00 03/03/2005 12:06
Mi hanno regalato i DVD di The Men Who Killed Kennedy, un'inchiesta fatta alla fine degli anni '80. Sapevo di cosa si trattasse, ma vi assicuro che raramente mi è capitato di provare tanto sconcerto nell'esaminare lavori altrui sul caso Kennedy. Senza alcuna decenza sono stati messi insieme testimoni mitomani come Gordon Arnold ed Ed Hoffman, interviste a un commosso Luke Mooney (il poliziotto che ispezionò il sesto piano del Deposito) e poi quell'assurdo lavoro dei "ricercatori" Gary Mack e Jack White, che trovarono uomini armati dappertutto dietro la staccionata usando tre macchioline di una Polaroid scattata da Mary Moorman.
Molti "testimoni" nel 1988 raccontavano fatti che, negli anni successivi, hanno modificato, ampliato, aggiustato a seconda del vento che tirava. Chi per vanagloria, chi per soldi, chi per darsi importanza, senza rendersi conto che speculare su un morto è pratica vergognosa. Cyril Wecht si è prodotto in un monologo delirante su un uomo che ha sparato un proiettile frangibile alla tempia di Kennedy: Wecht era un medico legale dello staff dell'HSCA, ed ha continuato a sostenere questa incredibile stupidaggine nonostante i suoi colleghi lo avessero sbugiardato, dicendo che sì, le prove di quello che dice non ci sono, ma le prove presentate sono state alterate, i filmati, le fotografie, le radiografie, i referti, tutto.
Non manca, poi, il colonnello Fletcher Prouty, che inanella una serie di "perle" da antologia.

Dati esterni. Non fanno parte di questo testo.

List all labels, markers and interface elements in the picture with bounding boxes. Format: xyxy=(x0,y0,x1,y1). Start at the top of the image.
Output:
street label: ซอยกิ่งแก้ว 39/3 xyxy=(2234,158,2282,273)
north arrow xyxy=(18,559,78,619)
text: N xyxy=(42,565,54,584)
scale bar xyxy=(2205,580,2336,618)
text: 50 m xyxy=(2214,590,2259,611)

Ve ne dico una su tutte: filmano Main Street in Dealey Plaza e la voce fuori campo di Prouty si chiede: "Perché mai il corteo svoltò in Houston Street se poteva invece proseguire diritto lungo la Houston fino al Trade Mart?"
Il bello non è solo che chi conosce la mappa della piazza sa benissimo che non si poteva continuare diritto, perché c'era un senso vietato e uno spartitraffico alto mezzo metro da "saltare", ma è che il filmato stesso mostra le automobili che scorrono in ogni direzione tranne che in quella invocata da Prouty, perché ancora negli anni '80 quella manovra era vietata.
Prouty, poi, dice che è scandaloso aver fatto andare l'auto a meno di 40 miglia all'ora, soglia sotto la quale è obbligatorio dispiegare al massimo le forze di sicurezza per evitare attentati: dimentica che lungo la strada il corteo si era anche fermato, perché Kennedy voleva salutare alcune persone.
Insomma: da far cadere le braccia.
Tutto ciò è condito da un patriottismo d'accatto, in completa contraddizione con un palese sentimento di odio generale verso qualunque istituzione (compresi tutti i Governi del mondo, perché nessuno mai ha dato ascolto ai pettegolezzi cospirativi), dall'abuso vergognoso di parole come "prove", "scienza", "dimostrazione".
Da un lato, come piccolo ricercatore del caso Kennedy, mi sento sollevato: è l'ennesima prova che i "ricercatori" complottisti o sono in malafede o sono del tutto privi di raziocinio. Non solo: si producono in castronerie sin troppo facili da mettere a nudo. Dall'altro, però, penso ai milioni di spettatori e lettori che, da quarant'anni, sono bombardati da una pletora di cretinate e che non hanno voglia né tempo di andare a controllare se le "scoperte" dei complottari hanno una qualche base o se sono, invece, totalmente campate in aria. La cosa divertente è che proprio quei "ricercatori" che inneggiano alla libertà di espressione e di pensiero e che condannano la falsità delle istituzioni hanno messo in circolazione una serie infinita di bufale di fronte alle quali verrebbe da ragionare con i loro canoni: chi c'è dietro di loro? Perché raccontano quelle panzane? Sono pagati? Chi coprono? Se non altro li si metterebbe a tacere con le stesse loro armi.